See recipe with photos on the blog: http://www.bobbiskozykitchen.com/2016/09/chicken-alfredo-zoodle-bake.html (Posted here with author's permission).
- 2 boneless skinless Foster Farms Simply Raised Chicken Breasts
- 4 medium zucchini, spiralized
- 2 Tablespoons butter
- 3 cloves garlic, minced
- 3 Tablespoons flour
- 1 Cup chicken stock
- 1 Cup milk
- 3/4 Cups Freshly-grated parmesan cheese, divided
- kosher salt
- Black pepper
- Freshly grated nutmeg
- 1/2 Cup sundried tomatoes, rough chopped
Preheat oven to 350 degrees. Heat a grill pan to medium high heat. Pat the chicken breasts dry, season with salt and pepper, and grill for 3 to 4 minutes per side, or until no pink remains in the middle. Remove from heat and allow to cool. Meanwhile Heat the butter in a large saute pan over medium heat. Add garlic and saute one minute. Sprinkle in the flour, and whisk for a minute to cook out the raw flour taste. Slowly add the chicken stock and milk, whisking to combine until smooth.
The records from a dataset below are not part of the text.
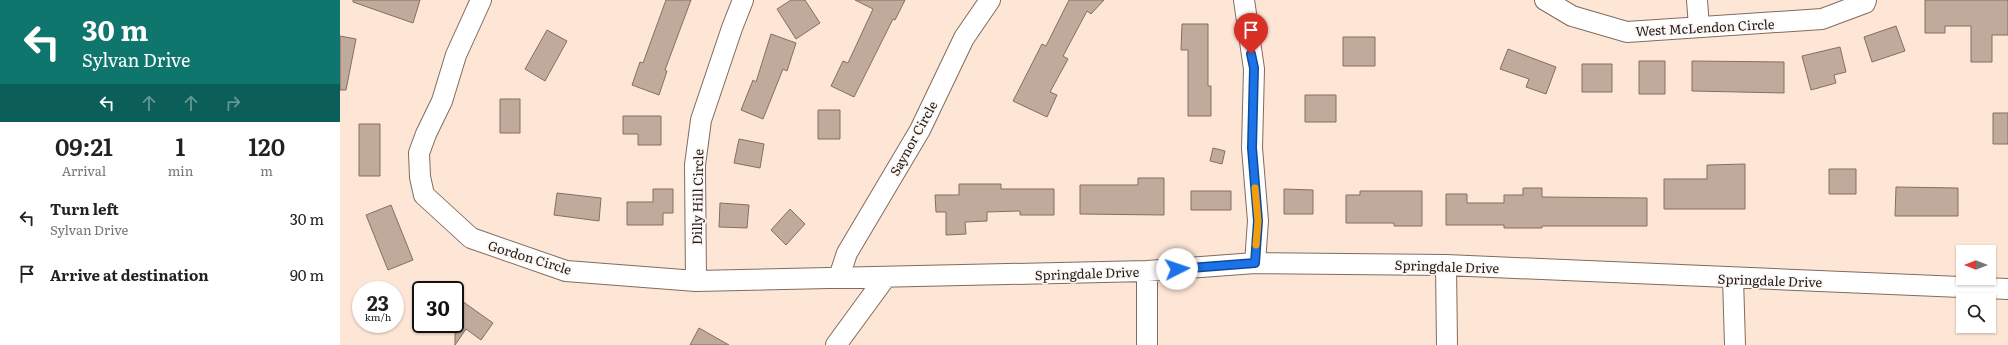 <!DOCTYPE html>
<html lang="en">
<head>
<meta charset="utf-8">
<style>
  body { margin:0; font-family:Literata,serif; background:#f6f6f6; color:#222; height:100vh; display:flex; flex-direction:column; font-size:15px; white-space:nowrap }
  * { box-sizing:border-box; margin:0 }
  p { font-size:13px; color:#767676 }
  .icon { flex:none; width:22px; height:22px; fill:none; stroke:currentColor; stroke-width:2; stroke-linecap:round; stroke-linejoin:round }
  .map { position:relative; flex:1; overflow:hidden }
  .panel { display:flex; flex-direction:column; background:#fff; width:340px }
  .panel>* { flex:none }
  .hud { background:#0f766e; color:#fff; overflow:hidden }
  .needle { width:26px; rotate:270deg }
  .buttons { position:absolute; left:1616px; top:245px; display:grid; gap:8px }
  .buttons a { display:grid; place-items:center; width:40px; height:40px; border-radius:0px; background:#fff; box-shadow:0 1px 3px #0004; font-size:20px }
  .speed { position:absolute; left:12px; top:281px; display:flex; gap:8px; font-size:20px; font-weight:700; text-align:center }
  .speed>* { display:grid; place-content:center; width:52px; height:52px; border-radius:50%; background:#fff; box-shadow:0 1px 3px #0004; line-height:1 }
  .speed small { font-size:10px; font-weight:400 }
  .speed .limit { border:2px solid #111; border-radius:6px; background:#fff; color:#111 }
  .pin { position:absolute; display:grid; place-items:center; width:34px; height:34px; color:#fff; margin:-41px -17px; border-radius:50% 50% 50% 0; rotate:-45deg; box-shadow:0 0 4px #0007 }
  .pin .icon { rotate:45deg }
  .me { position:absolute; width:44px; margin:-22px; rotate:86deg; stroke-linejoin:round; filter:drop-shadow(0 0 3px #0008) }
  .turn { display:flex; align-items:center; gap:14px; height:84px; padding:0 16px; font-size:18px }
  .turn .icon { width:52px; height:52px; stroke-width:2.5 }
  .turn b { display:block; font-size:28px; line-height:34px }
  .lanes { display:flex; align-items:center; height:38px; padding:0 16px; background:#0003; justify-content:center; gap:20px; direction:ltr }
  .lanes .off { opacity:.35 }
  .eta { display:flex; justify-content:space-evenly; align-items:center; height:68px; text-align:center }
  .eta b { font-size:24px; font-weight:600; line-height:28px }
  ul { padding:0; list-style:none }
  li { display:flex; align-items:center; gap:12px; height:56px; padding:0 16px }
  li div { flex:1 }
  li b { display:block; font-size:15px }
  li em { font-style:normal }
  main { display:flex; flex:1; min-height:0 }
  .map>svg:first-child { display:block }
</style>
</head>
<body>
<main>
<section class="panel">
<div class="hud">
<div class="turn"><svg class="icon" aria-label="left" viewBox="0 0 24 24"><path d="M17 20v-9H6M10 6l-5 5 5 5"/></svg><div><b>30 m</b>Sylvan Drive</div></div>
<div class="lanes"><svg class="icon" aria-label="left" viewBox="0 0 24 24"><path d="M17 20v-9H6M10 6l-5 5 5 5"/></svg><svg class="icon off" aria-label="ahead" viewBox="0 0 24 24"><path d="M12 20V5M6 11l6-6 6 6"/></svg><svg class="icon off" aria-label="ahead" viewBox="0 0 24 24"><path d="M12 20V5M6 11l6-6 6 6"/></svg><svg class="icon off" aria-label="right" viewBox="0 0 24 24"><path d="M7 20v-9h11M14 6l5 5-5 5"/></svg></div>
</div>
<div class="eta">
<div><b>09:21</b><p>Arrival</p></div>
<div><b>1</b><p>min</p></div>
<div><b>120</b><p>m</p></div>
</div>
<ul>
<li><svg class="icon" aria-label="left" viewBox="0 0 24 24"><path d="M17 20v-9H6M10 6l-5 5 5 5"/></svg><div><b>Turn left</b><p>Sylvan Drive</p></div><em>30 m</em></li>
<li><svg class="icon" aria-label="arrive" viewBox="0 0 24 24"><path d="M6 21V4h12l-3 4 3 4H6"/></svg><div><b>Arrive at destination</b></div><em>90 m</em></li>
</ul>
</section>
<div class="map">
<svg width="1668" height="345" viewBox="0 0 1668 345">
  <rect width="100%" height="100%" fill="#fee6d6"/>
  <path fill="#c0aa9b" stroke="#836f61" d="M13 0H80L73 23 13 2Z
    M326 0H351L325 70 327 71 319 95 292 85 300 62 303 63Z
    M451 0H465L480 23 456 39 437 9Z
    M515 0H565L555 20 553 19 514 97 491 86 503 61 508 63 533 9Z
    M729 0H764L751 14 747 11 723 56 728 59 710 92 717 95 707 117 673 101 702 44 706 46Z
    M1585 0H1668V35H1652V62H1631V26H1605V33H1585Z
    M842 24H868V86H871V116H848V50H841Z
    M1556 26 1565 51 1532 62 1524 37Z
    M207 30 227 41 205 81 185 69Z
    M431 34 456 43 447 71 443 69 423 119 401 110 413 80 416 82Z
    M0 36 16 39 6 90H0Z
    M1003 37H1035V66H1003Z
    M1500 47 1506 72 1494 75 1496 83 1471 90 1462 56Z
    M1168 49 1216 67 1206 94 1186 87 1189 79 1160 69Z
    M1299 61H1325V94H1299Z
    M1352 61 1444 62V93L1352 91Z
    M1242 64H1272V92H1242Z
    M965 95H996V122H965Z
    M160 99H180V133H160Z
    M478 110H500V139H478Z
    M1653 113H1668V144H1653Z
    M283 116H321V145H298V134H283Z
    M19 124H40V176H19Z
    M399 139 424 144 420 168 394 163Z
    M873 148 885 151 882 164 870 161Z
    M1405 164V209H1324V179H1367V165Z
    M1489 169H1516V194H1489Z
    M798 178H824V215L740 214V185H798Z
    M619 184H661V189H714V215H680V211L647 212V221L625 222 626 234 606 235V212H596L595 195H619Z
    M1556 187 1618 188V216H1555Z
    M1183 188H1202V197L1307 198V226H1202V228H1164V225H1106V194H1127V203H1164V195H1183Z
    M313 189H333V213H323V225H287V202H313Z
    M944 189 973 190V214H944Z
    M851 191H891V210H851Z
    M1020 191H1082V226H1054V223H1006V195H1020Z
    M217 193 261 198 259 221 214 215Z
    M380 203 409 205 407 228 379 227Z
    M51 205 73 260 48 270 26 215Z
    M450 209 465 224 446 245 431 230Z
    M115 296 153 323 141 340 126 329 115 345Z
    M359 328 389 345H350Z"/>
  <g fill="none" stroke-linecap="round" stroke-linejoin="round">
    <defs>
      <path id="minor" d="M141 0 116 55 102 101 86 134 79 153 80 177 84 195 131 238 226 271 356 281 807 271 915 263 1106 265 1668 289
        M904 0 914 69 912 148 918 221 915 263
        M1205 0 1232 16 1287 32 1482 19 1525 3 1526 0
        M1357 0 1359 27
        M1106 265 1107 345
        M807 271V345
        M499 277 507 253 580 130 624 38 650 0
        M1393 278 1395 345
        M356 281 355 165 361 120 392 28 403 0
        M496 345 545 278"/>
    </defs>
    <use href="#minor" stroke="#806c5e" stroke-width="22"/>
    <use href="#minor" stroke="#fff" stroke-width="20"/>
  </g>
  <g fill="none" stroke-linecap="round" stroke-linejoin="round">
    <defs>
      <path id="route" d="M837 269 915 263 918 221 912 148 914 68 911 54"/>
    </defs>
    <use href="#route" stroke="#114b97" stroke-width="10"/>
    <use href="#route" stroke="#1a73e8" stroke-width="7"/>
    <path stroke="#f59e0b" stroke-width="7" d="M915 188 918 221 916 245"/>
  </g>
  <g text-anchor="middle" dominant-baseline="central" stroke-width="3.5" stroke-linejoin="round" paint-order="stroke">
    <g font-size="13" fill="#231b15" stroke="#fcf7f4">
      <text transform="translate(1365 27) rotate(-3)">West McLendon Circle</text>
      <text transform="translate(573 138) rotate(-61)">Saynor Circle</text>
      <text transform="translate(357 197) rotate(-89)">Dilly Hill Circle</text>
      <text transform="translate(190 257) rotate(17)">Gordon Circle</text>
      <text transform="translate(1107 266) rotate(2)">Springdale Drive</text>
      <text transform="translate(747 273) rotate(-2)">Springdale Drive</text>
      <text transform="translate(1430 280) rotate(2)">Springdale Drive</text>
    </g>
  </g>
</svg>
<div class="buttons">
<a><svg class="needle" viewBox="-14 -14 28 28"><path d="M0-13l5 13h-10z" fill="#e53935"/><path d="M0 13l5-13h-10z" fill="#767676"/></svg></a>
<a><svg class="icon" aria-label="search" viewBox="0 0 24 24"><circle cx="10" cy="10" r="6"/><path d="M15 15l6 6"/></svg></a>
</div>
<div class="speed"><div>23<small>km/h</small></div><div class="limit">30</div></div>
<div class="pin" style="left:911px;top:54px;background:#d93025"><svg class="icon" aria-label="arrive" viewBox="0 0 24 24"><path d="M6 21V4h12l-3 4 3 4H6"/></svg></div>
<svg class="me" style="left:837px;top:269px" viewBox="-20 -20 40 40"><circle r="19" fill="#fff"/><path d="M0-13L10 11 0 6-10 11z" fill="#1a73e8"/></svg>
</div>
</main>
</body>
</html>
Bring the mixture to a simmer. Let cook for an additional minute until thickened, then whisk in 1/2 cup parmesan cheese. Season with salt, pepper, and nutmeg to taste. Add the sundried tomatoes, chicken, and zoodles to the sauce. Toss to combine well. Pour mixture into a 2 quart baking dish. Sprinkle with the parmesan cheese. Bake uncovered for 30 minutes.